We recommend that you apply the following policies:
  • Perform simple cleansing and association on data from the ODS layer and store the processed data to the DWD layer. Then, write the detail data to Hologres without processing or aggregating the data.
  • Use Realtime Compute for Apache Flink to process incremental data and update detail data in Hologres in real time.
  • Store data in physical tables at the CDM or ADS layer. Schedule DataWorks to periodically write data to the tables.
  • Query the physical tables in real time from upper-layer applications. The real-time performance of data depends on the scheduling cycle that is configured in DataWorks. For example, DataWorks supports 5-minute and 10-minute scheduling cycles. This way, you can implement minute-level quasi-real-time data warehousing.
Advantages:
  • The query performance is high. Upper-layer applications query only aggregate data. Compared with view queries, table queries are performed on less data and provide higher query performance.
  • Data can be updated in a short period of time. If a step error or a data error occurs, you need to only run scheduled nodes again in DataWorks. All the logic is fixed. You do not need to perform complicated link revision operations.
  • The business logic can be adjusted in a short period of time. If you need to add or adjust the business code at each layer, you can develop business scenarios based on SQL statements in what you see is what you get (WYSIWYG) mode. This helps shorten the release cycle of your business application.

Disadvantages: The real-time performance provided by Solution 2 is lower than that provided by Solution 1 because more processing and scheduling steps are involved.

Use scenarios: Data originates from databases and event tracking systems, and high QPS and real-time performance are required. This solution is suitable for 80% of real-time data warehousing scenarios and can meet the requirements of most business scenarios.

Solution 3: Real-time statistics collection of incremental data

Incremental computing is required if your business is sensitive to data latency and your business requires data to be processed immediately after the data is generated. In this case, you can use Realtime Compute for Apache Flink to process and aggregate data at the DWD and DWS layers and store aggregated result sets for upper-layer applications.

We recommend that you apply the following policies:
  • Use Realtime Compute for Apache Flink to cleanse, transform, and aggregate incremental data. Store the application data that is generated at the ADS layer in Hologres.
  • Write the result sets that are generated in Realtime Compute for Apache Flink in dual-write mode. The result sets are delivered to the message topic at the next layer and exported to data sinks in Hologres at the same layer. This way, you can check and refresh the status of historical data in subsequent operations in a convenient manner.
  • Collect statistics in Realtime Compute for Apache Flink by using incremental streams, incremental streams connected to static dimension tables, or incremental streams connected to incremental streams. Write the collected data to Hologres.
  • Hologres provides tables for upper-layer applications to perform real-time queries.
Advantages:
  • The real-time performance is high. This solution can meet the requirements of latency-sensitive business scenarios.
  • The metrics are easy to correct. This solution is different from traditional incremental computing in that the intermediate status is persistently stored in Hologres. This helps improve the flexibility of subsequent analysis operations. If the quality of intermediate data cannot meet your requirements, you can modify tables to update data.

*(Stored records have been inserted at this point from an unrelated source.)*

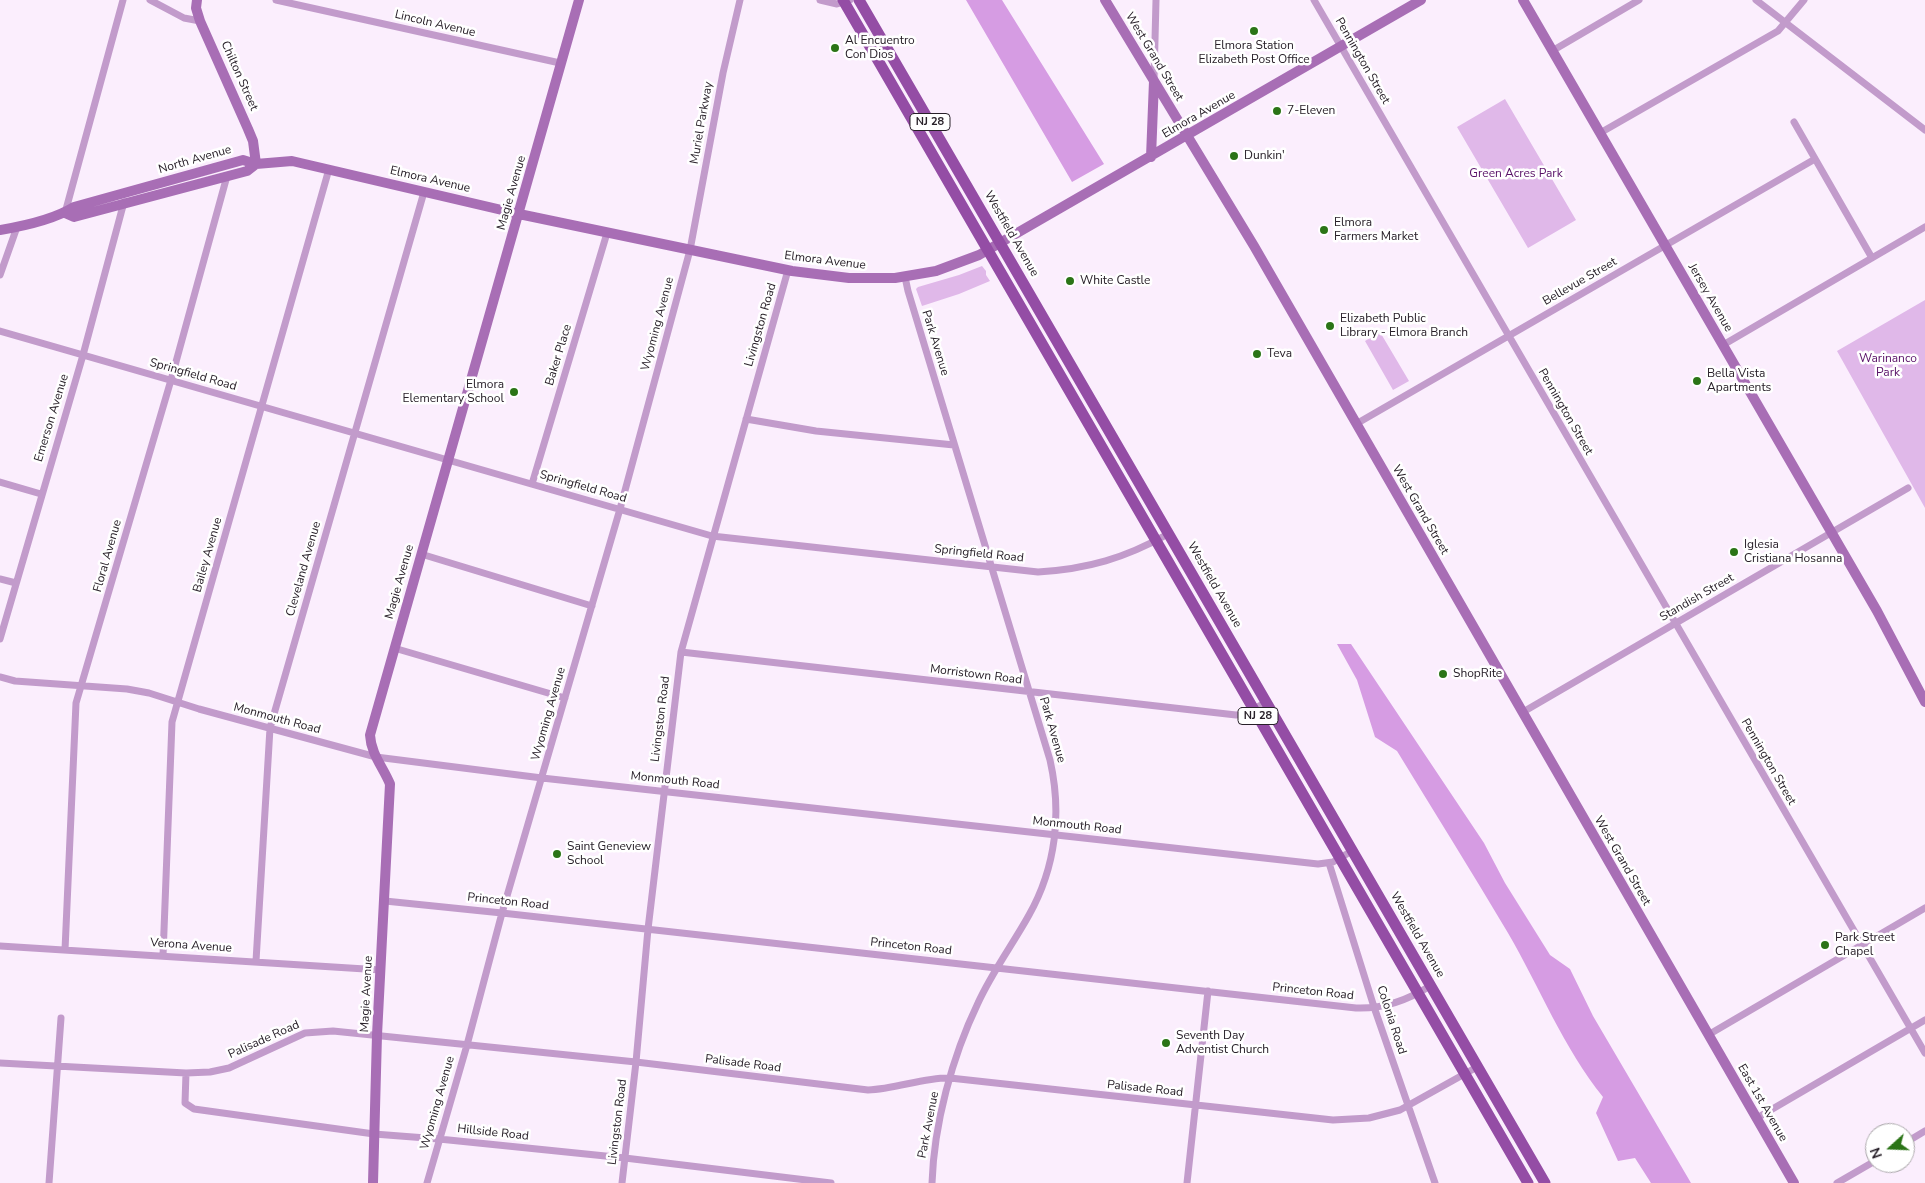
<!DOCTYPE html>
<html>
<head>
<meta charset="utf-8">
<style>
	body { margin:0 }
	#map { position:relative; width:1925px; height:1183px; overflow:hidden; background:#fbeefd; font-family:"Nunito Sans",sans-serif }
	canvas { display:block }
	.north { position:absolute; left:1865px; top:1123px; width:50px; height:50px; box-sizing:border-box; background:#fff; border:1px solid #a9a6a9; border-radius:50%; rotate:250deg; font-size:14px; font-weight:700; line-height:20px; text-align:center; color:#282029 }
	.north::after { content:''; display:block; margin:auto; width:18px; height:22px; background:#2b7417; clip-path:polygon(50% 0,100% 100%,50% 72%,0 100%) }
</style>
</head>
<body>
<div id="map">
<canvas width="1925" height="1183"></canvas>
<div class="north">N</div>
</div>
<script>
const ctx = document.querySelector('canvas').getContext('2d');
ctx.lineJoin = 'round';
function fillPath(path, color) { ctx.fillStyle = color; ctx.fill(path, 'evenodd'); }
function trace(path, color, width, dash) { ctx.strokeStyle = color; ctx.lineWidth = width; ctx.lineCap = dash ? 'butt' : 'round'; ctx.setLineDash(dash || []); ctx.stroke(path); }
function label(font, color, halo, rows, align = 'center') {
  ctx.font = font + ' "Nunito Sans",sans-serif'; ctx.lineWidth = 5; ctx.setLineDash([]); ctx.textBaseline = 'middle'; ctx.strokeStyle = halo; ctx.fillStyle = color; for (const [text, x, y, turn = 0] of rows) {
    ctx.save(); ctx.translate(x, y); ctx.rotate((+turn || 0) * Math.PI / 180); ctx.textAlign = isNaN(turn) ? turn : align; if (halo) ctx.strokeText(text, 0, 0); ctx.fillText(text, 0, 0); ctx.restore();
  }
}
fillPath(new Path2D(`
	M1505,99L1576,220L1528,248L1457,127Z
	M982,266L986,271V275L990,281L959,294L922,306L916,289L918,287L959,275Z
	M1925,300V508L1837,351Z
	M1380,332L1409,381L1393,390L1365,341Z`), '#e0b8e9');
fillPath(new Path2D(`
	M966,0H1002L1104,164L1072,182Z
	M1337,644H1351L1484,843L1505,883L1550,955L1570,969L1593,1016L1691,1183H1651L1635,1158L1618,1161L1596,1113L1603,1097C1564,1049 1539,986 1508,933C1472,872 1434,812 1397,751L1375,737L1357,680Z`), '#d69ce3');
trace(new Path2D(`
	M150,0L184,18L200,21
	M276,0L560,63
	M820,0L837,4L850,0
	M1314,0L1925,1053
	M1756,0L1925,130
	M1552,51L1639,0
	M1154,80L1156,0
	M1794,122L1872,258
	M1600,133L1778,31L1804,0
	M65,213L123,0
	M0,275L17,227
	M905,277L908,291L1050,760C1062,813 1056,867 1029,915C1013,944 992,972 978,1003C952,1057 934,1124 932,1183
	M0,331L712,536L1038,572C1088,569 1125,558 1168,534
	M1723,345L1925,227
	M746,419L816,431L954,445
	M1356,424L1815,159
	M0,482L41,494
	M532,484L607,233
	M421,554L592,606
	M0,579L16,583
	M0,639L83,355L124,202
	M394,648L565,698
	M681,652L1236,715L1246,714L1266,702
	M0,677L15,681L127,689L149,693L199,709L376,757L542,778L1318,864L1333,862L1352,851
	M1523,712L1908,488
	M1329,863L1374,1007L1435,1183
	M385,901L502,913L1356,1008C1383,1009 1408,1000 1430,986
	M0,946L381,970
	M65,950L76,703L171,380L227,176
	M163,956L172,722L329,169
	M256,961L270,728L424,192
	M1708,1035L1925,908
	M0,1063L186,1073L210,1072L229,1068L305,1033L333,1031L636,1062L868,1090C896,1089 925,1077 950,1078L1333,1120L1369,1118L1400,1110L1477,1067
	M186,1073L185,1103L194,1109L374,1134L439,1139L625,1158L831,1183
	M1757,1118L1925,1020
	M1905,1143L1925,1131
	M49,1183L61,1018
	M427,1183L467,1045L502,913L620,509L690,250L723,73L740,0
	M622,1183L636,1062L648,929L681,652L788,270
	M1187,1183L1208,991
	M1837,1183L1875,1161`), '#c29bcb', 7);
trace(new Path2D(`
	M197,0L196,8L200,21L248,129L253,141L256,164
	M1105,0L1254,246L1794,1183
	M1523,0L1877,611L1925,702
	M1151,157L1154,81
	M65,213L74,217L247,171L256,164
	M0,230C24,226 53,220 74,207L243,160L256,164L292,161L519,214L792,271L849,278H895L936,271L979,255L1421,0
	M373,1183L377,1035L390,784C383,767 371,754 370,735L579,0`), '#a86eb5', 10);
trace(new Path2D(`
	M843,0L1528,1183
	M859,0L1545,1183`), '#944da5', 11);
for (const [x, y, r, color] of [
	[1254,31,5,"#2b7417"],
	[835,48,5,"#2b7417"],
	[1277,111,5,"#2b7417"],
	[1234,156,5,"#2b7417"],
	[1324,230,5,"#2b7417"],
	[1070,281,5,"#2b7417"],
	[1330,326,5,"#2b7417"],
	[1257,354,5,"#2b7417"],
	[1697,381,5,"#2b7417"],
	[514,392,5,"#2b7417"],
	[1734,552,5,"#2b7417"],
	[1443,674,5,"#2b7417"],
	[557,854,5,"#2b7417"],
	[1825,945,5,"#2b7417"],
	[1166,1043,5,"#2b7417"]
]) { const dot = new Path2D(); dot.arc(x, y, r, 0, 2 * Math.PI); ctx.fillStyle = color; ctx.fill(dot); trace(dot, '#fff', 2); }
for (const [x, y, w] of [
	[930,122,40],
	[1258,716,40]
]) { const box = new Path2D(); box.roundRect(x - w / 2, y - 8.5, w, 17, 4); ctx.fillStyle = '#fff'; ctx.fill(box); trace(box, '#282029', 1); }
label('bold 11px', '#282029', null, [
	["NJ 28",930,122],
	["NJ 28",1258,716]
]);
label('12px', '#282029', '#fff', [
	["Lincoln Avenue",435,24,13],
	["West Grand Street",1154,57,59],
	["Pennington Street",1362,61,60],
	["Chilton Street",239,76,66],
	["Elmora Avenue",1199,115,-30],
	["Muriel Parkway",702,123,-80],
	["North Avenue",195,160,-16],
	["Elmora Avenue",430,180,13],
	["Magie Avenue",512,193,-74],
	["Westfield Avenue",1011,234,60],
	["Elmora Avenue",825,261,7],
	["Bellevue Street",1580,282,-30],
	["Jersey Avenue",1710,298,60],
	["Wyoming Avenue",658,324,-75],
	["Livingston Road",761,325,-74],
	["Park Avenue",935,343,73],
	["Baker Place",559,355,-73],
	["Springfield Road",193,375,16],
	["Pennington Street",1565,412,60],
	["Emerson Avenue",52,418,-73],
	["Springfield Road",583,487,16],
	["West Grand Street",1420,510,60],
	["Springfield Road",979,554,6],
	["Bailey Avenue",208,555,-74],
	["Floral Avenue",108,556,-74],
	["Cleveland Avenue",304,569,-74],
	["Magie Avenue",400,582,-74],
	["Westfield Avenue",1214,585,60],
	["Standish Street",1697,598,-30],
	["Morristown Road",976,675,7],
	["Wyoming Avenue",549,714,-74],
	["Monmouth Road",277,719,15],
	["Livingston Road",661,719,-83],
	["Park Avenue",1052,730,74],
	["Pennington Street",1768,762,60],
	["Monmouth Road",675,781,6],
	["Monmouth Road",1077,826,6],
	["West Grand Street",1622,861,60],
	["Princeton Road",508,902,6],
	["Westfield Avenue",1417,935,60],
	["Verona Avenue",191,946,4],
	["Princeton Road",911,947,6],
	["Princeton Road",1313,992,6],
	["Magie Avenue",367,994,-87],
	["Colonia Road",1391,1020,72],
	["Palisade Road",264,1040,-24],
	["Palisade Road",743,1064,7],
	["Palisade Road",1145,1089,6],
	["Wyoming Avenue",438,1103,-74],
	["East 1st Avenue",1762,1103,60],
	["Livingston Road",618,1122,-83],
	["Park Avenue",929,1125,-79],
	["Hillside Road",493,1133,6]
]);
label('12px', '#282029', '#fff', [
	["Al Encuentro",845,41],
	["Con Dios",845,55],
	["Elmora Station",1254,46,"center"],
	["Elizabeth Post Office",1254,60,"center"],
	["7-Eleven",1287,111],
	["Dunkin'",1244,156],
	["Elmora",1334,223],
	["Farmers Market",1334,237],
	["White Castle",1080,281],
	["Elizabeth Public",1340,319],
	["Library - Elmora Branch",1340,333],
	["Teva",1267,354],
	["Bella Vista",1707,374],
	["Apartments",1707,388],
	["Elmora",504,385,"right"],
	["Elementary School",504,399,"right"],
	["Iglesia",1744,545],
	["Cristiana Hosanna",1744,559],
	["ShopRite",1453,674],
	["Saint Geneview",567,847],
	["School",567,861],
	["Park Street",1835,938],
	["Chapel",1835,952],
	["Seventh Day",1176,1036],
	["Adventist Church",1176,1050]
], 'left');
label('12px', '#581067', '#fff', [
	["Green Acres Park",1516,174],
	["Warinanco",1888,359],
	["Park",1888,373]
]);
</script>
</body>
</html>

Disadvantages: Real-time incremental computing relies on Realtime Compute for Apache Flink. Users must be skilled and proficient in using Realtime Compute for Apache Flink. This solution cannot meet requirements in scenarios in which data is frequently updated and cannot be aggregated or complex overhead computing scenarios such as multi-stream join queries.

Use scenarios: The data volume is not large, the data is collected from event tracking systems, and only incremental data is required to generate statistical results. This solution provides the highest real-time performance among the three solutions.